── The input ──

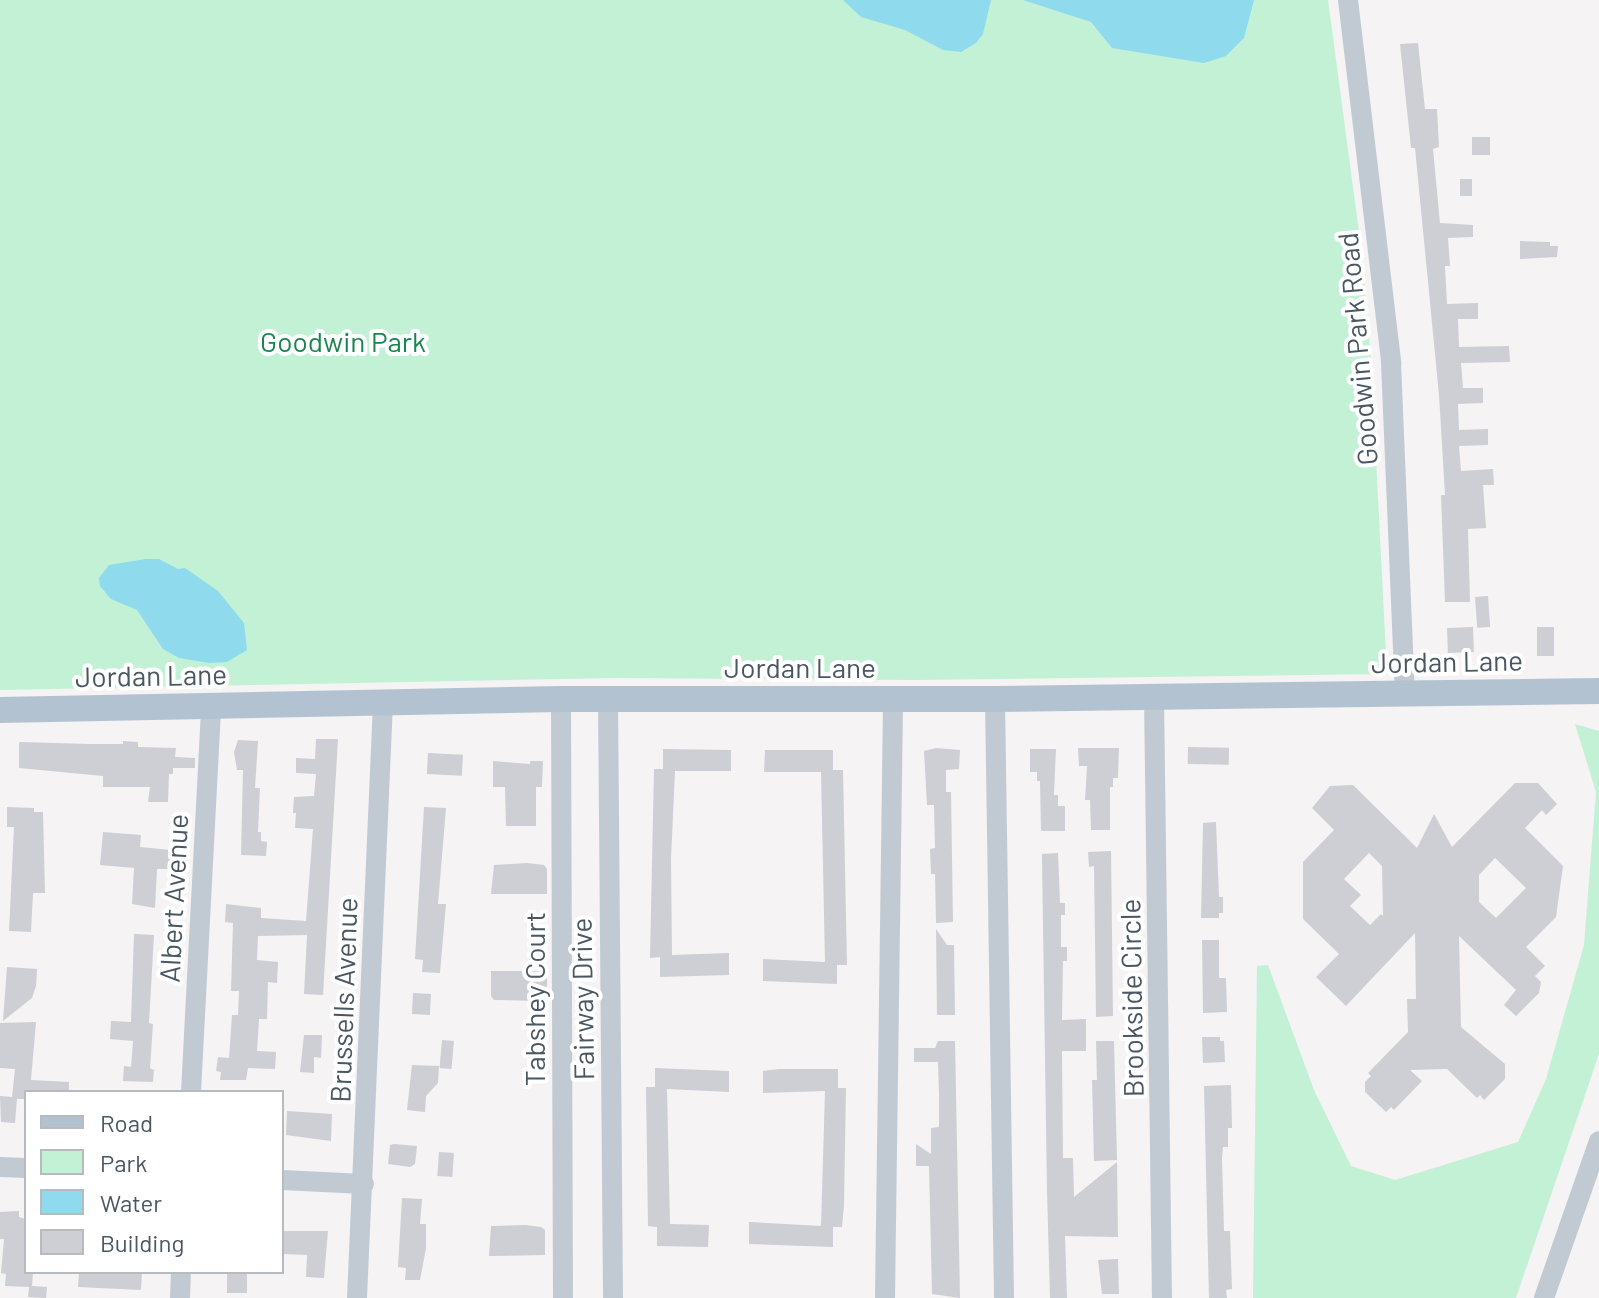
<!DOCTYPE html>
<html>
<head>
<meta charset="utf-8">
<style>
	body { margin:0 }
	#map { position:relative; width:1599px; height:1298px; overflow:hidden; background:#f5f3f3; font-family:Barlow,sans-serif }
	div>[style] { position:absolute }
	.green>* { inset:0; background:#c3f1d5 }
	.water>* { inset:0; background:#90daee }
	.building>* { inset:0; background:#cdcfd5; transform-origin:0 0 }
	.minor>* { height:20px; margin:-10px; padding:0 10px; transform-origin:10px; border-radius:10px; background:#c1cad2 }
	.major>* { height:26px; margin:-13px; padding:0 13px; transform-origin:13px; border-radius:13px; background:#b3c2d1 }
	span { translate:-50% -50%; white-space:nowrap; text-align:center; line-height:1.15; -webkit-text-stroke:8px #fff; paint-order:stroke }
	.park-label { font-size:28px; color:#17864f }
	.street-label { font-size:28px; color:#4a5661 }
	.legend { position:absolute; left:24px; top:1090px; width:260px; height:184px; box-sizing:border-box; background:#fff; border:2px solid #b7bbc0; margin:0; padding:10px 14px; list-style:none; font-size:24px; color:#4a5661 }
	.legend li { display:flex; align-items:center; gap:16px; height:40px }
	.legend b { width:40px; border:2px solid #b7bbc0 }
</style>
</head>
<body>
<div id="map">
	<div class="green">
		<div style="clip-path:polygon(0 0,1328px 0,1361px 247px,1371px 360px,1387px 674px,916px 680px,616px 678px,0 690px)"></div>
		<div style="clip-path:polygon(1575px 724px,1599px 731px,1599px 1054px,1516px 1298px,1253px 1298px,1257px 966px,1268px 965px,1314px 1090px,1351px 1166px,1395px 1180px,1518px 1142px,1546px 1079px,1584px 945px,1596px 792px)"></div>
	</div>
	<div class="water">
		<div style="clip-path:polygon(843px 0,991px 0,983px 34px,976px 43px,961px 52px,943px 50px,905px 30px,861px 17px)"></div>
		<div style="clip-path:polygon(1023px 0,1254px 0,1244px 38px,1226px 56px,1204px 63px,1112px 48px,1091px 22px)"></div>
		<div style="clip-path:polygon(145px 559px,159px 559px,178px 569px,185px 568px,218px 591px,244px 623px,247px 650px,227px 662px,209px 663px,179px 658px,163px 649px,137px 610px,111px 599px,100px 586px,99px 578px,109px 565px)"></div>
	</div>
	<div class="building">
		<div style="clip-path:polygon(1418px 43px,1425px 109px,1437px 109px,1439px 147px,1433px 149px,1440px 223px,1473px 225px,1473px 237px,1448px 238px,1450px 266px,1445px 266px,1447px 304px,1478px 303px,1478px 319px,1458px 319px,1459px 347px,1509px 346px,1510px 362px,1461px 363px,1463px 388px,1483px 388px,1483px 403px,1458px 404px,1459px 430px,1488px 429px,1488px 445px,1459px 446px,1461px 471px,1493px 469px,1494px 485px,1483px 485px,1486px 528px,1468px 529px,1470px 602px,1445px 602px,1441px 495px,1445px 495px,1439px 395px,1415px 148px,1411px 148px,1400px 44px)"></div>
		<div style="left:1472px;top:137px;width:18px;height:18px"></div>
		<div style="left:1472px;top:179px;width:17px;height:12px;rotate:90deg"></div>
		<div style="clip-path:polygon(1520px 241px,1550px 242px,1550px 246px,1558px 246px,1557px 257px,1520px 259px)"></div>
		<div style="left:1488px;top:596px;width:31px;height:13px;rotate:86deg"></div>
		<div style="left:1473px;top:627px;width:25px;height:26px;rotate:88deg"></div>
		<div style="left:1537px;top:627px;width:17px;height:29px"></div>
		<div style="clip-path:polygon(316px 739px,338px 739px,323px 995px,304px 994px,307px 935px,258px 936px,257px 960px,278px 962px,277px 983px,268px 982px,267px 1019px,259px 1019px,257px 1051px,276px 1052px,275px 1069px,248px 1068px,246px 1080px,220px 1080px,221px 1072px,216px 1071px,218px 1057px,229px 1058px,232px 1015px,238px 1015px,239px 991px,231px 991px,233px 923px,225px 922px,226px 904px,261px 908px,261px 918px,306px 921px,313px 829px,295px 828px,296px 813px,293px 813px,294px 797px,314px 796px,316px 774px,296px 773px,296px 758px,315px 759px)"></div>
		<div style="clip-path:polygon(238px 740px,258px 741px,255px 788px,260px 788px,258px 832px,261px 832px,261px 841px,267px 842px,266px 856px,241px 855px,243px 770px,237px 770px,234px 752px)"></div>
		<div style="clip-path:polygon(123px 741px,138px 742px,138px 747px,176px 748px,175px 757px,195px 758px,195px 768px,173px 768px,173px 774px,169px 774px,168px 802px,148px 802px,150px 787px,103px 787px,103px 776px,19px 768px,19px 742px,90px 744px,123px 744px)"></div>
		<div style="left:1188px;top:747px;width:41px;height:17px;rotate:1deg"></div>
		<div style="clip-path:polygon(936px 748px,960px 750px,959px 769px,946px 770px,946px 792px,951px 792px,953px 922px,936px 923px,935px 874px,931px 874px,930px 849px,935px 848px,934px 805px,927px 805px,924px 751px)"></div>
		<div style="clip-path:polygon(1078px 748px,1119px 748px,1118px 778px,1113px 778px,1113px 787px,1110px 787px,1110px 830px,1091px 830px,1090px 800px,1085px 800px,1087px 766px,1079px 766px)"></div>
		<div style="clip-path:polygon(663px 749px,731px 750px,731px 771px,675px 771px,671px 859px,672px 955px,729px 953px,729px 975px,660px 977px,660px 957px,650px 958px,654px 769px,663px 769px)"></div>
		<div style="clip-path:polygon(1030px 749px,1056px 749px,1054px 795px,1058px 795px,1058px 806px,1065px 806px,1065px 831px,1041px 831px,1040px 781px,1037px 781px,1037px 772px,1030px 772px)"></div>
		<div style="clip-path:polygon(765px 750px,833px 750px,833px 770px,843px 770px,847px 965px,837px 965px,837px 984px,763px 981px,763px 959px,825px 962px,821px 772px,764px 772px)"></div>
		<div style="left:428px;top:753px;width:35px;height:21px;rotate:3deg"></div>
		<div style="clip-path:polygon(493px 761px,530px 764px,530px 761px,543px 761px,542px 787px,536px 787px,536px 826px,506px 826px,505px 787px,493px 787px)"></div>
		<div style="clip-path:polygon(evenodd,1515px 783px,1538px 783px,1557px 804px,1546px 815px,1542px 810px,1525px 828px,1563px 866px,1556px 917px,1526px 947px,1545px 966px,1535px 976px,1541px 982px,1539px 993px,1516px 1016px,1504px 1005px,1516px 990px,1459px 936px,1461px 1027px,1505px 1064px,1505px 1079px,1484px 1100px,1480px 1095px,1477px 1098px,1447px 1069px,1410px 1070px,1422px 1081px,1394px 1110px,1391px 1107px,1386px 1112px,1365px 1092px,1365px 1082px,1371px 1076px,1368px 1073px,1408px 1032px,1407px 999px,1416px 999px,1415px 933px,1346px 1006px,1316px 977px,1339px 954px,1303px 919px,1303px 862px,1334px 830px,1312px 808px,1330px 786px,1353px 785px,1417px 848px,1434px 814px,1452px 847px,1515px 783px,1369px 853px,1382px 866px,1383px 916px,1381px 914px,1370px 925px,1350px 906px,1361px 895px,1344px 879px,1369px 853px,1515px 783px,1495px 858px,1526px 888px,1496px 918px,1479px 902px,1479px 875px,1495px 858px)"></div>
		<div style="clip-path:polygon(7px 807px,34px 808px,34px 812px,43px 812px,45px 893px,33px 893px,31px 932px,9px 931px,14px 827px,7px 827px)"></div>
		<div style="clip-path:polygon(424px 807px,446px 808px,438px 904px,446px 904px,440px 973px,422px 972px,423px 960px,415px 959px)"></div>
		<div style="clip-path:polygon(1216px 822px,1219px 897px,1223px 897px,1223px 913px,1219px 913px,1219px 918px,1201px 918px,1203px 823px)"></div>
		<div style="clip-path:polygon(103px 832px,141px 835px,140px 847px,171px 850px,170px 869px,157px 869px,155px 908px,132px 904px,134px 868px,100px 865px)"></div>
		<div style="clip-path:polygon(1111px 851px,1113px 1016px,1096px 1017px,1094px 866px,1089px 867px,1088px 852px)"></div>
		<div style="clip-path:polygon(1058px 853px,1060px 903px,1065px 903px,1065px 915px,1061px 915px,1061px 947px,1067px 947px,1067px 961px,1063px 961px,1062px 1020px,1086px 1019px,1086px 1051px,1062px 1051px,1063px 1158px,1073px 1158px,1074px 1197px,1117px 1162px,1118px 1237px,1065px 1236px,1067px 1298px,1050px 1298px,1047px 1191px,1042px 860px,1042px 854px)"></div>
		<div style="clip-path:polygon(527px 863px,544px 865px,547px 869px,547px 894px,491px 894px,494px 865px)"></div>
		<div style="clip-path:polygon(936px 929px,947px 945px,954px 945px,955px 1015px,937px 1015px)"></div>
		<div style="clip-path:polygon(134px 934px,154px 935px,149px 1023px,153px 1024px,150px 1068px,154px 1070px,153px 1082px,123px 1081px,124px 1066px,131px 1067px,133px 1041px,110px 1039px,111px 1021px,131px 1022px)"></div>
		<div style="clip-path:polygon(1202px 940px,1219px 940px,1219px 978px,1226px 978px,1227px 1012px,1203px 1013px)"></div>
		<div style="clip-path:polygon(7px 967px,37px 969px,36px 986px,32px 998px,3px 1021px)"></div>
		<div style="clip-path:polygon(491px 971px,547px 971px,547px 996px,544px 1001px,494px 1000px,491px 996px)"></div>
		<div style="left:413px;top:993px;width:18px;height:21px;rotate:3deg"></div>
		<div style="clip-path:polygon(36px 1022px,31px 1080px,69px 1082px,69px 1092px,26px 1092px,26px 1099px,17px 1099px,15px 1123px,1px 1122px,0 1096px,12px 1097px,15px 1069px,0 1068px,0 1023px)"></div>
		<div style="clip-path:polygon(304px 1035px,322px 1035px,321px 1058px,314px 1057px,314px 1073px,300px 1072px)"></div>
		<div style="clip-path:polygon(1202px 1037px,1220px 1037px,1220px 1041px,1224px 1041px,1225px 1062px,1203px 1063px)"></div>
		<div style="left:442px;top:1040px;width:12px;height:28px;rotate:5deg"></div>
		<div style="clip-path:polygon(938px 1041px,955px 1041px,960px 1298px,932px 1294px,929px 1166px,916px 1166px,916px 1144px,931px 1154px,931px 1128px,939px 1127px,939px 1095px,938px 1062px,914px 1062px,914px 1048px,935px 1048px)"></div>
		<div style="clip-path:polygon(1096px 1041px,1114px 1041px,1117px 1160px,1094px 1161px,1092px 1080px,1097px 1080px)"></div>
		<div style="clip-path:polygon(412px 1065px,439px 1066px,438px 1083px,426px 1096px,425px 1112px,407px 1110px)"></div>
		<div style="clip-path:polygon(655px 1068px,729px 1071px,729px 1092px,667px 1089px,670px 1224px,709px 1225px,708px 1247px,657px 1246px,657px 1227px,648px 1226px,646px 1087px,655px 1087px)"></div>
		<div style="clip-path:polygon(779px 1069px,838px 1069px,838px 1088px,846px 1088px,844px 1205px,842px 1227px,833px 1227px,833px 1247px,749px 1244px,749px 1222px,821px 1226px,825px 1091px,763px 1093px,763px 1071px)"></div>
		<div style="clip-path:polygon(1231px 1085px,1232px 1128px,1228px 1128px,1228px 1147px,1223px 1147px,1222px 1159px,1224px 1231px,1230px 1231px,1232px 1289px,1226px 1290px,1227px 1298px,1209px 1298px,1204px 1086px)"></div>
		<div style="clip-path:polygon(287px 1111px,332px 1114px,331px 1141px,286px 1135px)"></div>
		<div style="clip-path:polygon(394px 1144px,417px 1146px,415px 1164px,410px 1167px,388px 1164px,390px 1145px)"></div>
		<div style="left:439px;top:1152px;width:15px;height:24px;rotate:4deg"></div>
		<div style="clip-path:polygon(402px 1198px,422px 1199px,420px 1224px,426px 1224px,426px 1248px,420px 1280px,405px 1280px,406px 1268px,398px 1267px)"></div>
		<div style="clip-path:polygon(19px 1211px,19px 1217px,26px 1219px,26px 1272px,33px 1272px,32px 1286px,47px 1287px,46px 1298px,28px 1297px,29px 1287px,5px 1286px,6px 1274px,1px 1273px,4px 1239px,0 1239px,0 1212px)"></div>
		<div style="clip-path:polygon(525px 1225px,541px 1227px,545px 1230px,545px 1255px,489px 1256px,491px 1226px)"></div>
		<div style="clip-path:polygon(282px 1231px,328px 1231px,324px 1278px,306px 1277px,307px 1255px,282px 1254px)"></div>
		<div style="clip-path:polygon(1118px 1259px,1119px 1294px,1102px 1294px,1098px 1260px)"></div>
		<div style="clip-path:polygon(79px 1272px,142px 1272px,141px 1290px,78px 1287px)"></div>
		<div style="left:227px;top:1272px;width:20px;height:21px"></div>
	</div>
	<div class="minor">
		<div style="left:1348px;top:0;width:366px;rotate:83.2deg"></div>
		<div style="left:1391px;top:363px;width:331px;rotate:87.6deg"></div>
		<div style="left:1154px;top:697px;width:601px;rotate:89.24deg"></div>
		<div style="left:561px;top:699px;width:599px;rotate:89.81deg"></div>
		<div style="left:608px;top:699px;width:599px;rotate:89.52deg"></div>
		<div style="left:995px;top:699px;width:599px;rotate:89.14deg"></div>
		<div style="left:191px;top:1092px;width:387px;rotate:-87deg"></div>
		<div style="left:0;top:1167px;width:26px;rotate:2deg"></div>
		<div style="left:282px;top:1180px;width:82px;rotate:2.8deg"></div>
		<div style="left:180px;top:1298px;width:26px;rotate:-88deg"></div>
		<div style="left:357px;top:1298px;width:596px;rotate:-87.5deg"></div>
		<div style="left:885px;top:1298px;width:598px;rotate:-89.23deg"></div>
		<div style="left:1544px;top:1298px;width:166px;rotate:-70.7deg"></div>
	</div>
	<div class="major">
		<div style="left:0;top:710px;width:561px;rotate:-1.12deg"></div>
		<div style="left:561px;top:699px;width:434px"></div>
		<div style="left:995px;top:699px;width:604px;rotate:-0.76deg"></div>
	</div>
	<div class="park-label">
		<span style="left:343px;top:341px">Goodwin Park</span>
	</div>
	<div class="street-label">
		<span style="left:1357px;top:349px;rotate:-95deg">Goodwin Park Road</span>
		<span style="left:1447px;top:661px;rotate:-1deg">Jordan Lane</span>
		<span style="left:800px;top:667px">Jordan Lane</span>
		<span style="left:151px;top:675px;rotate:-1deg">Jordan Lane</span>
		<span style="left:173px;top:898px;rotate:-87deg">Albert Avenue</span>
		<span style="left:1131px;top:998px;rotate:-91deg">Brookside Circle</span>
		<span style="left:534px;top:999px;rotate:-90deg">Tabshey Court</span>
		<span style="left:582px;top:999px;rotate:-91deg">Fairway Drive</span>
		<span style="left:343px;top:1000px;rotate:-88deg">Brussells Avenue</span>
	</div>
	<ul class="legend">
	<li><b style="height:10px;background:#b3c2d1"></b>Road</li>
	<li><b style="height:22px;background:#c3f1d5"></b>Park</li>
	<li><b style="height:22px;background:#90daee"></b>Water</li>
	<li><b style="height:22px;background:#cdcfd5"></b>Building</li>
	</ul>
</div>
</body>
</html>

───

→ **What you need to do**: From the first line above down to the line with "0,1254px 0,1244px 38px,1226px", reproduce every line and no others, omitting pictures.

→ **Result of this exercise**:
<!DOCTYPE html>
<html>
<head>
<meta charset="utf-8">
<style>
	body { margin:0 }
	#map { position:relative; width:1599px; height:1298px; overflow:hidden; background:#f5f3f3; font-family:Barlow,sans-serif }
	div>[style] { position:absolute }
	.green>* { inset:0; background:#c3f1d5 }
	.water>* { inset:0; background:#90daee }
	.building>* { inset:0; background:#cdcfd5; transform-origin:0 0 }
	.minor>* { height:20px; margin:-10px; padding:0 10px; transform-origin:10px; border-radius:10px; background:#c1cad2 }
	.major>* { height:26px; margin:-13px; padding:0 13px; transform-origin:13px; border-radius:13px; background:#b3c2d1 }
	span { translate:-50% -50%; white-space:nowrap; text-align:center; line-height:1.15; -webkit-text-stroke:8px #fff; paint-order:stroke }
	.park-label { font-size:28px; color:#17864f }
	.street-label { font-size:28px; color:#4a5661 }
	.legend { position:absolute; left:24px; top:1090px; width:260px; height:184px; box-sizing:border-box; background:#fff; border:2px solid #b7bbc0; margin:0; padding:10px 14px; list-style:none; font-size:24px; color:#4a5661 }
	.legend li { display:flex; align-items:center; gap:16px; height:40px }
	.legend b { width:40px; border:2px solid #b7bbc0 }
</style>
</head>
<body>
<div id="map">
	<div class="green">
		<div style="clip-path:polygon(0 0,1328px 0,1361px 247px,1371px 360px,1387px 674px,916px 680px,616px 678px,0 690px)"></div>
		<div style="clip-path:polygon(1575px 724px,1599px 731px,1599px 1054px,1516px 1298px,1253px 1298px,1257px 966px,1268px 965px,1314px 1090px,1351px 1166px,1395px 1180px,1518px 1142px,1546px 1079px,1584px 945px,1596px 792px)"></div>
	</div>
	<div class="water">
		<div style="clip-path:polygon(843px 0,991px 0,983px 34px,976px 43px,961px 52px,943px 50px,905px 30px,861px 17px)"></div>
		<div style="clip-path:polygon(1023px 0,1254px 0,1244px 38px,1226px 56px,1204px 63px,1112px 48px,1091px 22px)"></div>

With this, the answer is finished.